INSTRUCTIONS FOR THE TASK: Copy each line below in which the string "nowrap" occurs.

RECORDS PROVIDED:
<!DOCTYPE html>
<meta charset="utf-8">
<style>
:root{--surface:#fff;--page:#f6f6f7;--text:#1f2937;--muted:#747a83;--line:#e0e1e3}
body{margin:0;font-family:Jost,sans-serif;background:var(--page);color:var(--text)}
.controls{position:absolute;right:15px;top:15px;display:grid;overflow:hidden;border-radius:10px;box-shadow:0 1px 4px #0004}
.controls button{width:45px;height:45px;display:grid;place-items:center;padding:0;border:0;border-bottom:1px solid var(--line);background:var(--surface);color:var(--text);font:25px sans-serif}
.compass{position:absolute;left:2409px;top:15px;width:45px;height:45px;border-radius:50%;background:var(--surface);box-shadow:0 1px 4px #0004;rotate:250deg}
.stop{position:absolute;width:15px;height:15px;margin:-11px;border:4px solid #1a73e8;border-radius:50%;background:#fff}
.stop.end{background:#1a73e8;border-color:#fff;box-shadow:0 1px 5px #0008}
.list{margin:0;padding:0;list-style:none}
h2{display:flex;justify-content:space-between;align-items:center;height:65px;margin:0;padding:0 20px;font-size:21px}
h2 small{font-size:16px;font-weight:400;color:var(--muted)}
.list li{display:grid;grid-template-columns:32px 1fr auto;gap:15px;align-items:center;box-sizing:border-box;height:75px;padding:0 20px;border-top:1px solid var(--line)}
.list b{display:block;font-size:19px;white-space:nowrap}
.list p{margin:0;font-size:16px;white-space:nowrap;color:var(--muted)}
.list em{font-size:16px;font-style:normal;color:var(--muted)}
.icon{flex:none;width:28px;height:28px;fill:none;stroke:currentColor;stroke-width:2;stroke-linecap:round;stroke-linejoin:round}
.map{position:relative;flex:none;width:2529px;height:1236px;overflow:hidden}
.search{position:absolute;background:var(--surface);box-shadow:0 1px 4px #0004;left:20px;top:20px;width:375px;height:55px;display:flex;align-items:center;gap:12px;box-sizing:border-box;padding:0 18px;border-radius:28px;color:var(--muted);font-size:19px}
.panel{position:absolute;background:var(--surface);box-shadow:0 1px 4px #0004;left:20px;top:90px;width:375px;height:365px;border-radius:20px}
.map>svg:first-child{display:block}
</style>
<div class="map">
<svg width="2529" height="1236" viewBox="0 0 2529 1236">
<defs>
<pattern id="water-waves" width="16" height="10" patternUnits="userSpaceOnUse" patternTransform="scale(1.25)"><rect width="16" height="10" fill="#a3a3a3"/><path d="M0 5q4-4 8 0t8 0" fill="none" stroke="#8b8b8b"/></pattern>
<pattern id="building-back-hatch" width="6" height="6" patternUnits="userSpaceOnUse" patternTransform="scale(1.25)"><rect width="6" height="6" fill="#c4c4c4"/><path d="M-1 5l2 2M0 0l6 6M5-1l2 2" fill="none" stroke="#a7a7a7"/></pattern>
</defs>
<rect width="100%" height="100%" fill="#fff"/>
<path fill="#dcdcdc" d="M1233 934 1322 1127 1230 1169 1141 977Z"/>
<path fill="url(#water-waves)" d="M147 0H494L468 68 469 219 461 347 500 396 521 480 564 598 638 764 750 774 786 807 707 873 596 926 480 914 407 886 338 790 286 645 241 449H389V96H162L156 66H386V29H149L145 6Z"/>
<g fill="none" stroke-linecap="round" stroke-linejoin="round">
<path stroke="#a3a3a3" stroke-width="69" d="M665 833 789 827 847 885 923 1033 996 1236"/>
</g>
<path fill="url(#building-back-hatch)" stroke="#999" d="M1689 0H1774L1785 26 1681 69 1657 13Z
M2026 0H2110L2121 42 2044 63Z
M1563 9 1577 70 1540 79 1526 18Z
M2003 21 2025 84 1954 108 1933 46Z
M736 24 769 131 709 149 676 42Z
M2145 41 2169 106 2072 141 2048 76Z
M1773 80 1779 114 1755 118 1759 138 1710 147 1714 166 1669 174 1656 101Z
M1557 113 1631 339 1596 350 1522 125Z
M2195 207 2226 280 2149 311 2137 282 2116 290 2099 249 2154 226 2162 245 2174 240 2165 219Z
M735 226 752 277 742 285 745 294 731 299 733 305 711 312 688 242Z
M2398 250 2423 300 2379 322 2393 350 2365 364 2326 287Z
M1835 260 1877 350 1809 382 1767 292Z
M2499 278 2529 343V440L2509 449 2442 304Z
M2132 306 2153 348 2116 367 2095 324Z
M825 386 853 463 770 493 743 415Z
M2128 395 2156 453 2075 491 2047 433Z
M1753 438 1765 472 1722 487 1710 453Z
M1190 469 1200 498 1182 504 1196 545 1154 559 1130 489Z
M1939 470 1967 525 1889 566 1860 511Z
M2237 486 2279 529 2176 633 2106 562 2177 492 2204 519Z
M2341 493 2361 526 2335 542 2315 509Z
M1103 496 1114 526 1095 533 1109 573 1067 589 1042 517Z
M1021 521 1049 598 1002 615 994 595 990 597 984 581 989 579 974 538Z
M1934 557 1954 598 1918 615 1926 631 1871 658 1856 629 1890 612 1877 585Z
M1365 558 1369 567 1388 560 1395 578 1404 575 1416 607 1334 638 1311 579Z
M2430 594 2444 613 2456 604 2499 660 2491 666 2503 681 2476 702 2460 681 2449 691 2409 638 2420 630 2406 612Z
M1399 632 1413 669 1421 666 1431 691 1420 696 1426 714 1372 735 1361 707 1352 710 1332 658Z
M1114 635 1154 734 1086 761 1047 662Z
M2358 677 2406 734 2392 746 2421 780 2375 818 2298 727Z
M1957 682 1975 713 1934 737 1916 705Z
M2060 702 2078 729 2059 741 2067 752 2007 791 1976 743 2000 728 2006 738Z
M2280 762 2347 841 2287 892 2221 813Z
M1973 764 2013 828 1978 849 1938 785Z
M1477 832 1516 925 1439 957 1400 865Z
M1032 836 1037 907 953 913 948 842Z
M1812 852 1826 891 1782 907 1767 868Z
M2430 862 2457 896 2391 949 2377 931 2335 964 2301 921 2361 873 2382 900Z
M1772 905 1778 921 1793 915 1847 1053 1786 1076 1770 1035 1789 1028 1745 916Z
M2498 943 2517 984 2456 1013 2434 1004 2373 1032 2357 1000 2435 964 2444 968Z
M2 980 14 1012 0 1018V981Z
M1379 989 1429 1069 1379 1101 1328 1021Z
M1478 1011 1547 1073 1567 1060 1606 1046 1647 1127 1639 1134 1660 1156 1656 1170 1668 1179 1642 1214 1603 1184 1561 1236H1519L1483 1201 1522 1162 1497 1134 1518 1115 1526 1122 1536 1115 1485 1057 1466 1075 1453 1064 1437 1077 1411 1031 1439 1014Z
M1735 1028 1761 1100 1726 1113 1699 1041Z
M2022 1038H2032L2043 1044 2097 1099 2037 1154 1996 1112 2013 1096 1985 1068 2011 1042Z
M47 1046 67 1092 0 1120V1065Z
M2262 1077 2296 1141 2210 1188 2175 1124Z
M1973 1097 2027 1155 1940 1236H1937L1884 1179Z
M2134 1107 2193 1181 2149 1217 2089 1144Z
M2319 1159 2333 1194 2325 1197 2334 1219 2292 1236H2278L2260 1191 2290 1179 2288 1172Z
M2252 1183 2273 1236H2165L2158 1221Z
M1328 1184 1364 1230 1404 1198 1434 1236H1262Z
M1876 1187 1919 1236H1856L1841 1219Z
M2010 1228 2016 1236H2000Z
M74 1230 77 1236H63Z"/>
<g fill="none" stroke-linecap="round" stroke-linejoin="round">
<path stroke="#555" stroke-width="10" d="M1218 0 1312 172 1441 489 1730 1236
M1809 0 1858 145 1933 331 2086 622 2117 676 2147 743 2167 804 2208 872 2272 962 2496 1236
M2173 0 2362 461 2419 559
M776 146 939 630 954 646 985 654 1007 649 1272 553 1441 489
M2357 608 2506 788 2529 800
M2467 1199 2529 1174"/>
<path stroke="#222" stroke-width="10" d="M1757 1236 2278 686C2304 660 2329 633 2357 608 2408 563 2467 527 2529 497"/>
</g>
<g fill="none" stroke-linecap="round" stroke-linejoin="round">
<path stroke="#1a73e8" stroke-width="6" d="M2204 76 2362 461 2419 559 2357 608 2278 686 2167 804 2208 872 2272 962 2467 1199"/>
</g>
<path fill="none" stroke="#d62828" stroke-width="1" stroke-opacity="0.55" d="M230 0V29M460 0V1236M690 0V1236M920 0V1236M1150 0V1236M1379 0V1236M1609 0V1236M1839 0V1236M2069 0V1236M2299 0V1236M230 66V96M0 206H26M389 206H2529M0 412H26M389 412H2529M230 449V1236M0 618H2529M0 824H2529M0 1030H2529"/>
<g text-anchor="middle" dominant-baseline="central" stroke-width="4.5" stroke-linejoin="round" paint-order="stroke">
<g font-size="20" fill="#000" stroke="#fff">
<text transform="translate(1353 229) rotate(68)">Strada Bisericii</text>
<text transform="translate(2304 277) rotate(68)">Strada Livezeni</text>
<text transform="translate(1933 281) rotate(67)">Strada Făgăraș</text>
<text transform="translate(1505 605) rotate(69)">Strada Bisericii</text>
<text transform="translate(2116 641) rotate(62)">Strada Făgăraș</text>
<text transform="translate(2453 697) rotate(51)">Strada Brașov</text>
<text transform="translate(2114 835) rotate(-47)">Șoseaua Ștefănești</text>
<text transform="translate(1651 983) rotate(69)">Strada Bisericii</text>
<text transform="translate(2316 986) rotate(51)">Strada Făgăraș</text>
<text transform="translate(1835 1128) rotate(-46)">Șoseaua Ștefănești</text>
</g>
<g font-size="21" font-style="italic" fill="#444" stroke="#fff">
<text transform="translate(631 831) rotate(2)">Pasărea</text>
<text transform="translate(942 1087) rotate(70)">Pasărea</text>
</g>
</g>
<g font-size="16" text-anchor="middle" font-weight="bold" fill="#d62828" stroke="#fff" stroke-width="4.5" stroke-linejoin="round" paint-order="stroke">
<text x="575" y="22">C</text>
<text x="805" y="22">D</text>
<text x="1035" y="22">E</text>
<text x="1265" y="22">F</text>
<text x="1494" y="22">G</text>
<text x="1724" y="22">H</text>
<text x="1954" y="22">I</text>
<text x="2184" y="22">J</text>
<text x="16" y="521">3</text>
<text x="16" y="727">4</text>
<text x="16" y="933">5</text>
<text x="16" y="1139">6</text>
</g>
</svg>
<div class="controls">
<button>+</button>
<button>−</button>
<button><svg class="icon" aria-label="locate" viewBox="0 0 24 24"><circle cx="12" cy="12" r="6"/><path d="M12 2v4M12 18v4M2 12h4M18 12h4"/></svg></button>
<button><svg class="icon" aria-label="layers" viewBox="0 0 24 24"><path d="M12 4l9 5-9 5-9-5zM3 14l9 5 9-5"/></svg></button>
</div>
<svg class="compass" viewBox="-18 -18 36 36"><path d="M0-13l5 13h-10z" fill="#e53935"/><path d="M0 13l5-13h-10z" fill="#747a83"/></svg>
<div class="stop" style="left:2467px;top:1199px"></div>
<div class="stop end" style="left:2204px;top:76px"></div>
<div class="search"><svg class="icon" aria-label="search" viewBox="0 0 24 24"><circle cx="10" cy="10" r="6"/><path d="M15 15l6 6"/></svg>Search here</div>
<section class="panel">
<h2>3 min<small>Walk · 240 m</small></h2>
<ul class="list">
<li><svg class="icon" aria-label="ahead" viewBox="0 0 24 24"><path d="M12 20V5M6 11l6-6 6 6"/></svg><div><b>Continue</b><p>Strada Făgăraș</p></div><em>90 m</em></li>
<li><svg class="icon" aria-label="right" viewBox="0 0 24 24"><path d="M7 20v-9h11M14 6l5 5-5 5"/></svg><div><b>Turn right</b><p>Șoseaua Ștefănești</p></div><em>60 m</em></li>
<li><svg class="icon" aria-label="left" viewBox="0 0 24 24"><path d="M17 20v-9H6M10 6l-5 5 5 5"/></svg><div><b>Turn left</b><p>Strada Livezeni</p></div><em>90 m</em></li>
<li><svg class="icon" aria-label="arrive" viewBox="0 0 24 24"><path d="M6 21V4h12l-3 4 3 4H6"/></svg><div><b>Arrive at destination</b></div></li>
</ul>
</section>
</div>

EXPECTED ANSWER:
.list b{display:block;font-size:19px;white-space:nowrap}
.list p{margin:0;font-size:16px;white-space:nowrap;color:var(--muted)}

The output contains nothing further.